The female infirm wards were not so crowded or so dreary. As before said, they are in the two lower floors of the middle block, there is more light, better-sized wards and more cleanliness; but these old women have no officer appointed to attend them, and they are under the charge of an inmate. Considering how nearly some of those we saw are to the stage of helpless infirmity, they can hardly be satisfactorily cared for by inmates, and certainly there is need of more supervision. Another part of the enclosure has been turned into a garden for the old women, where they can sit on comfortable benches and enjoy the sunshine and air. There is no dayroom for these wards.

The sanitary appliances are placed indoors in the hospitals; they are placed either at the ends of the wards or in an annexe built out at the middle of the side wall of the ward. These consist of a watercloset flashed, a slop sink, and a bath with hot and cold supply. We observed that the closet pans were not properly cleansed, in some instances they were quite foul, and the baths were often the receptacle of various odds and ends, as though not in frequent use. In all the places that we saw off the wards there was no intercepting lobby; the convenience was too close to be sanitary, and one, at the end of a ward, appeared to be taken off the ward. The Roman Catholic hospitals have modern kitchens attached to them, where the whole of the food is cooked under the direction of the nuns. The Protestant hospital is served from the main kitchen. The main laundry is much too small for the work that it has to do. We were surprised to see that the Board had not yet adopted the many labour-saving appliances which help the work now that the able-bodied are so scarce in all the unions.

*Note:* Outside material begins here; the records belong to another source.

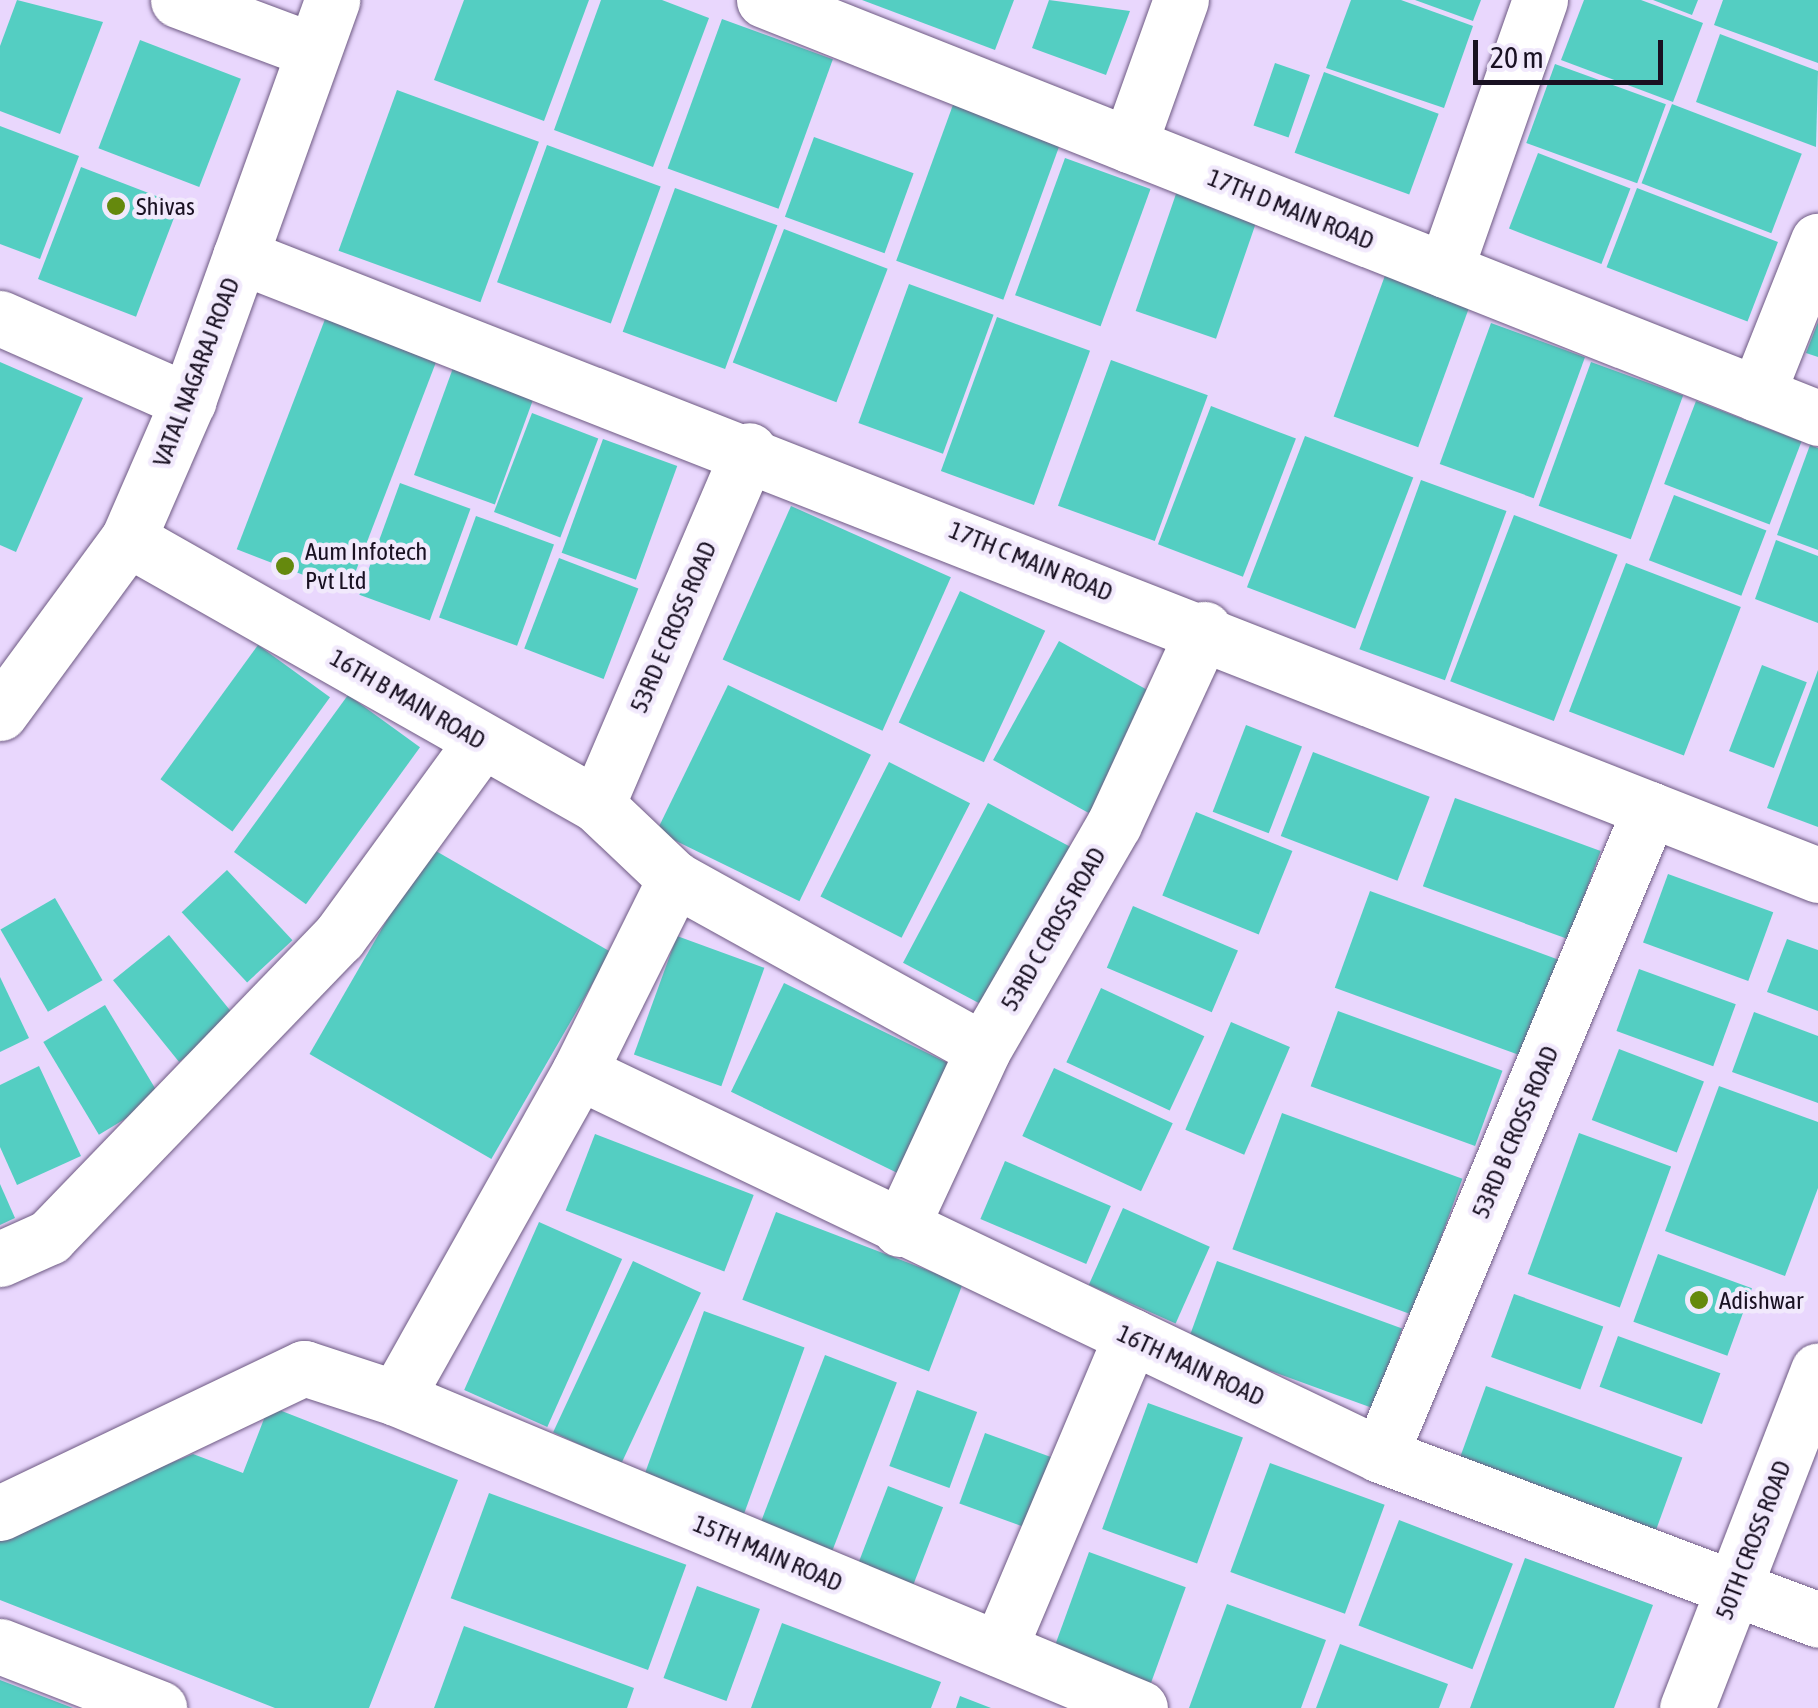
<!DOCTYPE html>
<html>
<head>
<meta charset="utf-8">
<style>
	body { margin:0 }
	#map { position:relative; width:1818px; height:1708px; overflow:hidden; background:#e9d7fd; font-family:"Asap Condensed",sans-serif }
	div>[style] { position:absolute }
	.building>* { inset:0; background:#54cec2; transform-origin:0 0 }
	.roads { filter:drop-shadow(0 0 2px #6e5a83) drop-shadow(0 0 2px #6e5a83) }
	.minor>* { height:55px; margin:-27.5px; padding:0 27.5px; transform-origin:27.5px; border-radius:27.5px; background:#fff }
	.tertiary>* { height:55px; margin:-27.5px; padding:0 27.5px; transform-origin:27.5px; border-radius:27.5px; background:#fff }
	.secondary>* { height:55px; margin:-27.5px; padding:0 27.5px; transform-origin:27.5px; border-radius:27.5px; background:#fff }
	.dots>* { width:28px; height:28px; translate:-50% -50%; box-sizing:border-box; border:5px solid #f1e9fc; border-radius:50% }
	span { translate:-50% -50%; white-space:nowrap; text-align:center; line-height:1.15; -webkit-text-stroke:9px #f1e9fc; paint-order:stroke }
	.poi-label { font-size:25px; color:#191122 }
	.left { translate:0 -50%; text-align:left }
	.street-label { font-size:25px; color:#191122 }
	.scale { position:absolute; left:1473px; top:40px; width:190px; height:45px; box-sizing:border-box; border:5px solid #191122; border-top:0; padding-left:12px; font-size:30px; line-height:35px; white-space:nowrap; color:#191122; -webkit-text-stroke:8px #f1e9fc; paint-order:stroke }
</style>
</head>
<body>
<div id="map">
	<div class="building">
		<i style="clip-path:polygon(17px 0,103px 22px,60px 134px,0 111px,0 46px)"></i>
		<i style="clip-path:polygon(464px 0,589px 0,544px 121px,434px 80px)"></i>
		<i style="clip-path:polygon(601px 0,662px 0,709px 18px,653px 167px,554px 130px)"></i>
		<i style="clip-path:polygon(862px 0,1014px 0,995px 50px)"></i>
		<i style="clip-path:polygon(1049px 0,1130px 11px,1106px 75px,1032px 48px)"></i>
		<i style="clip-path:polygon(1351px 0,1401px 0,1473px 26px,1444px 108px,1326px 68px)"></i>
		<i style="clip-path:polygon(1415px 0,1481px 0,1473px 21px)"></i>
		<i style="clip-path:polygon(1584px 0,1641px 0,1703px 23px,1673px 102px,1561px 60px)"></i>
		<i style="clip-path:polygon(1653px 0,1698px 0,1692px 15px)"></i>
		<i style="clip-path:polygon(1723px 0,1818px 0,1818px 63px,1714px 25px)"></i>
		<i style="left:722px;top:19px;width:118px;height:159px;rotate:20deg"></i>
		<i style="clip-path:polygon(1720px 34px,1818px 71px,1816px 147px,1696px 102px)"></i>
		<i style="left:140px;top:40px;width:108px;height:116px;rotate:21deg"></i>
		<i style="left:1275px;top:63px;width:37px;height:66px;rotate:19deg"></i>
		<i style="left:1555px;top:64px;width:118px;height:84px;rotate:20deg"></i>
		<i style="left:1324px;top:72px;width:122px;height:86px;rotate:20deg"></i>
		<i style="left:397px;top:90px;width:151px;height:171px;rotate:20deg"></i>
		<i style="left:954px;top:102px;width:114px;height:169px;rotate:20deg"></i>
		<i style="left:1672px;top:104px;width:139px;height:85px;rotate:21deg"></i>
		<i style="clip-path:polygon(0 126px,79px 156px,40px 259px,0 244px)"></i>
		<i style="left:814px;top:137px;width:106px;height:85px;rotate:20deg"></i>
		<i style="left:547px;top:145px;width:121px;height:146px;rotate:20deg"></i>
		<i style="left:1538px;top:153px;width:99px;height:81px;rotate:21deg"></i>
		<i style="left:1065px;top:158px;width:91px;height:146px;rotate:20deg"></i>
		<i style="left:81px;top:167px;width:105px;height:120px;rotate:21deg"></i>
		<i style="left:675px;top:188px;width:109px;height:153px;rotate:20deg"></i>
		<i style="left:1637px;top:188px;width:151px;height:85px;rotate:21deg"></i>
		<i style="left:1177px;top:191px;width:85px;height:127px;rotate:19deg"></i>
		<i style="left:784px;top:229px;width:111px;height:143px;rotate:21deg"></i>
		<i style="left:1387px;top:270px;width:90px;height:156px;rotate:20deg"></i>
		<i style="left:909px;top:284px;width:90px;height:148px;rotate:20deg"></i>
		<i style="left:327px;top:314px;width:119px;height:252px;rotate:21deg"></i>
		<i style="left:997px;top:317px;width:99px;height:164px;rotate:20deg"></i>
		<i style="clip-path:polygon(1818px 322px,1818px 357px,1806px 353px)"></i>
		<i style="left:1491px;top:323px;width:100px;height:150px;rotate:20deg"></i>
		<i style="left:1111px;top:360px;width:103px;height:155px;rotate:20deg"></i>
		<i style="clip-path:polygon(0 362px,83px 398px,16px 552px,0 545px)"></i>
		<i style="left:1591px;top:362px;width:98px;height:153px;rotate:20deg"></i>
		<i style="left:453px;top:368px;width:86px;height:114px;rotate:20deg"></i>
		<i style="left:1696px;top:401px;width:113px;height:89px;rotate:21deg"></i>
		<i style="left:1211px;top:406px;width:91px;height:148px;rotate:21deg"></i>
		<i style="left:532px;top:413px;width:71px;height:106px;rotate:21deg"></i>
		<i style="left:1305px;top:436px;width:116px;height:162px;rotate:21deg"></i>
		<i style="left:603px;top:439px;width:79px;height:121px;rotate:20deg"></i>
		<i style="clip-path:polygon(1810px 445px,1818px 448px,1818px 550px,1777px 535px)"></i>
		<i style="left:1421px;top:480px;width:91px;height:180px;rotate:20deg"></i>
		<i style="left:400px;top:483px;width:75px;height:119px;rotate:20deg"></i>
		<i style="left:1674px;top:495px;width:99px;height:70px;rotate:21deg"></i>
		<i style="left:791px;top:506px;width:175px;height:168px;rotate:24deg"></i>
		<i style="left:1514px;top:515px;width:111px;height:178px;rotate:21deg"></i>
		<i style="left:476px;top:516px;width:83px;height:108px;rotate:20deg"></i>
		<i style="clip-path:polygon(1776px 540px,1818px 556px,1818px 623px,1755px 599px)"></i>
		<i style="left:559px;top:558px;width:85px;height:97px;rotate:21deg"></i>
		<i style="left:1626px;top:563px;width:123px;height:159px;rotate:21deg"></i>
		<i style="left:960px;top:591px;width:94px;height:145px;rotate:25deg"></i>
		<i style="left:1059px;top:641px;width:115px;height:136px;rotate:29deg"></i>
		<i style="left:258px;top:645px;width:89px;height:166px;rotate:36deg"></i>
		<i style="left:1762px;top:665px;width:48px;height:92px;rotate:21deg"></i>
		<i style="clip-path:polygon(1818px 670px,1818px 827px,1767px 808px)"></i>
		<i style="left:728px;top:685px;width:159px;height:163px;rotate:26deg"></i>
		<i style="left:348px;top:695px;width:89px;height:194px;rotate:36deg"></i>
		<i style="left:1246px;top:725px;width:60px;height:93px;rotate:21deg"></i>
		<i style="left:1313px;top:752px;width:125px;height:90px;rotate:21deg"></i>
		<i style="left:889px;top:762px;width:91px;height:151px;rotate:27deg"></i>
		<i style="left:1455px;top:798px;width:155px;height:94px;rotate:20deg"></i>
		<i style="left:988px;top:803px;width:107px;height:181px;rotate:28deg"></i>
		<i style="left:1196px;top:812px;width:104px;height:90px;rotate:22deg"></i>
		<i style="left:429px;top:847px;width:210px;height:239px;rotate:30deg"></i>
		<i style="left:227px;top:870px;width:96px;height:62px;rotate:47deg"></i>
		<i style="left:1668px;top:874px;width:112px;height:73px;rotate:20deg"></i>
		<i style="left:1370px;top:891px;width:208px;height:103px;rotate:20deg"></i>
		<i style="left:55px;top:898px;width:95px;height:63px;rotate:60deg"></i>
		<i style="left:1133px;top:906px;width:114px;height:67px;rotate:23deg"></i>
		<i style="left:169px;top:935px;width:105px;height:72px;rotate:51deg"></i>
		<i style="left:677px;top:936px;width:93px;height:126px;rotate:20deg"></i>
		<i style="clip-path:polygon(1787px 939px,1818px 950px,1818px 1011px,1767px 992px)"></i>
		<i style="left:1639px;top:969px;width:103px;height:66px;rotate:20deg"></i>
		<i style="clip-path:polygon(0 977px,29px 1038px,0 1052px)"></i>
		<i style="left:784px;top:983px;width:208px;height:121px;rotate:26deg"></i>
		<i style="left:1101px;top:988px;width:114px;height:82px;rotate:25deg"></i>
		<i style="left:105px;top:1005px;width:108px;height:72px;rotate:59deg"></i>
		<i style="left:1338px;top:1011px;width:175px;height:80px;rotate:20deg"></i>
		<i style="clip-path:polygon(1754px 1012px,1818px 1036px,1818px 1103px,1732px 1072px)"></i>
		<i style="left:1231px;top:1022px;width:64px;height:117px;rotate:23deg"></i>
		<i style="left:1619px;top:1049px;width:91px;height:76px;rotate:21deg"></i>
		<i style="clip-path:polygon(39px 1066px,81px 1156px,17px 1185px,0 1147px,0 1085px)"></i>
		<i style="left:1054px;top:1068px;width:131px;height:75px;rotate:25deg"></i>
		<i style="clip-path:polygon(1719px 1086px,1818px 1122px,1818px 1188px,1785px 1276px,1665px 1231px)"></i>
		<i style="left:1282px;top:1113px;width:192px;height:145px;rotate:20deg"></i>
		<i style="left:1579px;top:1133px;width:98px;height:150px;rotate:20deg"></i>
		<i style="left:595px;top:1134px;width:170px;height:82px;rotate:21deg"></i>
		<i style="left:1005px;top:1161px;width:115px;height:63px;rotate:23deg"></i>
		<i style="clip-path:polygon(0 1184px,15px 1218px,0 1225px)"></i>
		<i style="left:1123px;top:1208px;width:95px;height:84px;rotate:24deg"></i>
		<i style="left:776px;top:1212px;width:200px;height:94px;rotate:21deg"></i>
		<i style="left:539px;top:1222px;width:91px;height:184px;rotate:24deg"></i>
		<i style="left:1658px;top:1254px;width:100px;height:72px;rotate:20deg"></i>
		<i style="left:633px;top:1261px;width:75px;height:189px;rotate:25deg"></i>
		<i style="left:1217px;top:1261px;width:197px;height:85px;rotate:20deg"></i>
		<i style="left:1514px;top:1294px;width:95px;height:67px;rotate:20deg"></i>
		<i style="left:704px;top:1311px;width:107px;height:187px;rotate:20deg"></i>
		<i style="left:1618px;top:1336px;width:109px;height:54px;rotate:20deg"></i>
		<i style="left:825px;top:1355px;width:77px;height:189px;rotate:21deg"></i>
		<i style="left:1486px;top:1386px;width:209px;height:80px;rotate:20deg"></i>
		<i style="left:917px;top:1390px;width:64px;height:81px;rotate:20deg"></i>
		<i style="left:1148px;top:1403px;width:101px;height:134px;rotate:20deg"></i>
		<i style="clip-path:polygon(269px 1406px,458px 1480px,369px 1708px,275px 1708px,0 1600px,0 1532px,193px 1454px,243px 1473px)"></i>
		<i style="left:985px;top:1433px;width:78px;height:75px;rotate:20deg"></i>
		<i style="left:1270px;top:1463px;width:122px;height:116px;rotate:20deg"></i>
		<i style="left:888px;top:1486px;width:59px;height:86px;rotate:21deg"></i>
		<i style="left:489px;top:1493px;width:210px;height:112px;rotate:20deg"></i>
		<i style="left:1399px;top:1520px;width:122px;height:113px;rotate:21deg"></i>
		<i style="left:1089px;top:1552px;width:103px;height:116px;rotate:20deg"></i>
		<i style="clip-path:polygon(1525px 1558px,1653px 1605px,1614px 1708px,1470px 1708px)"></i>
		<i style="left:697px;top:1586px;width:67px;height:98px;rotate:20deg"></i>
		<i style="clip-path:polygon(1227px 1604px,1326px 1640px,1301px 1708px,1189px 1708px)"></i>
		<i style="clip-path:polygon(782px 1623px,941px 1682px,931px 1708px,751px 1708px)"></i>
		<i style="clip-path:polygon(464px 1626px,634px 1688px,627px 1708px,434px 1708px)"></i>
		<i style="clip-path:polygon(1340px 1644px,1448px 1684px,1439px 1708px,1316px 1708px)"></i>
		<i style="clip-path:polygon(0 1680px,73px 1708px,0 1708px)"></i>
		<i style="clip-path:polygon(960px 1696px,991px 1708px,956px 1708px)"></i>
	</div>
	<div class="roads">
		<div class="minor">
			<i style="left:178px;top:0;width:143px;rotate:20.5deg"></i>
			<i style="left:764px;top:0;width:1134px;rotate:21.63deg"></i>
			<i style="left:1129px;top:145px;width:154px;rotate:-70.3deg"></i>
			<i style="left:240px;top:256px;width:1695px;rotate:21.42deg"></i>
			<i style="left:1445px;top:270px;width:286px;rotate:-70.6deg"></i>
			<i style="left:0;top:318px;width:206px;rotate:23.8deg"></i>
			<i style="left:1757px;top:394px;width:165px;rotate:-68.3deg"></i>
			<i style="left:128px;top:539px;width:539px;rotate:29.56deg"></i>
			<i style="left:597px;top:805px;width:108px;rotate:43.5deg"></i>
			<i style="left:675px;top:879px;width:352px;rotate:29deg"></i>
			<i style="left:597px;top:805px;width:386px;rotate:-66.8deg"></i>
			<i style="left:579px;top:1072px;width:888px;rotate:25.55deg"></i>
			<i style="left:1380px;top:1455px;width:468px;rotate:20.6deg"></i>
			<i style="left:900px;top:1229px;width:197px;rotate:-65.1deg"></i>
			<i style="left:983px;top:1050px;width:261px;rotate:-59.9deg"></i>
			<i style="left:1114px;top:824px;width:215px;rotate:-65.2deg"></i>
			<i style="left:0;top:1259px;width:54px;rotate:-24.2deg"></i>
			<i style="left:49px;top:1237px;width:417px;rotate:-46deg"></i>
			<i style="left:339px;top:937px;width:241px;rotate:-53.9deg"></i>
			<i style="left:396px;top:1398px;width:806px;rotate:22.62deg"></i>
			<i style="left:1380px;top:1455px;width:700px;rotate:-67.32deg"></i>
			<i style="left:0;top:1513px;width:337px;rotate:-25.5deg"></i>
			<i style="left:304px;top:1368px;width:97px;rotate:18.1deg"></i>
			<i style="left:396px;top:1398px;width:374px;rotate:-60.7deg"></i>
			<i style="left:579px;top:1072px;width:216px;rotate:-63.6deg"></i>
			<i style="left:0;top:1646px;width:171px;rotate:21.3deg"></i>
			<i style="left:999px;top:1649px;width:340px;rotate:-67.1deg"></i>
		</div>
		<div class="tertiary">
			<i style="left:1687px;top:1708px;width:362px;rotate:-68.8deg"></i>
		</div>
		<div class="secondary">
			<i style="left:0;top:713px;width:216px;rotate:-53.7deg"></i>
			<i style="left:128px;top:539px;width:150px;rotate:-66.5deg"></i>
			<i style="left:188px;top:401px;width:426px;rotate:-70.2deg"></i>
		</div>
	</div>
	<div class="dots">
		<i style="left:116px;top:206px;background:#65890d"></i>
		<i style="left:285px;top:566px;background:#65890d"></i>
		<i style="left:1699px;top:1300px;background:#65890d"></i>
	</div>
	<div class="poi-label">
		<span class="left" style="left:136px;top:206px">Shivas</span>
		<span class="left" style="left:305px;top:566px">Aum Infotech<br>Pvt Ltd</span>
		<span class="left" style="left:1719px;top:1300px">Adishwar</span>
	</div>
	<div class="street-label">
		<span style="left:1291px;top:209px;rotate:22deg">17TH D MAIN ROAD</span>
		<span style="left:196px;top:372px;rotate:-69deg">VATAL NAGARAJ ROAD</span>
		<span style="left:1031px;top:561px;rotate:22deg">17TH C MAIN ROAD</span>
		<span style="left:673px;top:627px;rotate:-67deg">53RD E CROSS ROAD</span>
		<span style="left:408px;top:699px;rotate:30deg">16TH B MAIN ROAD</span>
		<span style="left:1053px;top:929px;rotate:-60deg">53RD C CROSS ROAD</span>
		<span style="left:1515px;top:1132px;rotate:-67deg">53RD B CROSS ROAD</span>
		<span style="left:1191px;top:1365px;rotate:25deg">16TH MAIN ROAD</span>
		<span style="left:1753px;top:1540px;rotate:-69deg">50TH CROSS ROAD</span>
		<span style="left:768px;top:1553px;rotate:23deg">15TH MAIN ROAD</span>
	</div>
	<div class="scale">20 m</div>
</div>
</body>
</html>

We would most earnestly draw the attention of the Board to the question of nursing. We were struck by the large number of men employed among the sick — men who appeared to be capable of earning an independent living; how far is this system of pauper nursing responsible for keeping them in the house? We are most anxious to see these large city unions turned into training schools for workhouse nurses, but before this can be done the pauper nursing must be abolished. It demoralises the nurses and is responsible for the lower standard of nursing that is accepted in the workhouse hospitals. We would gladly see more nurses engaged and the places of the paupers taken by probationers, whose cost would certainly not exceed that of the paupers, and who would work more economically and efficiently. Another thing necessary is that all the hospitals should be worked by trained nurses in a business-like way like any other hospital. If these excellent nuns, who are doing such good work in the North Dublin Union, would obtain the necessary knowledge of sick nursing through some of the recognised schools, the value of their work would be enormously increased. It is too much the fashion to think that these hapless poor do not require skilled nursing, but their ailments are the same, whether in the hospital or the workhouse.

The condition of the aged and infirm cannot be regarded as satisfactory, either structurally or from the point of view of attendance. We would suggest that paid officers be appointed with quarters adjacent to the infirm ward. For the wards themselves, on the male side they should be condemned, and the inmates removed to more commodious and healthy surroundings. The same remark applies to the lunatics; we feel certain that more could be done in alleviation of their lot, with better quarters, opportunity of occupation or amusement, suited to their powers, and a means of outdoor exercise in more airy and cheerful grounds. The domestic offices might be improved by the introduction of more modern and suitable appliances, especially in the laundry, and we also suggest the erection of a small kitchen for the Protestant Hospital. The sanitary appliances of the maternity block should be taken into consideration, also those for the infirm and lunatic wards, for which department, proper baths and other conveniences are required. If the Board could only see its way to removing the sick to more commodious and healthy quarters, there would then be ample space for the better housing of the infirm and the lunatics.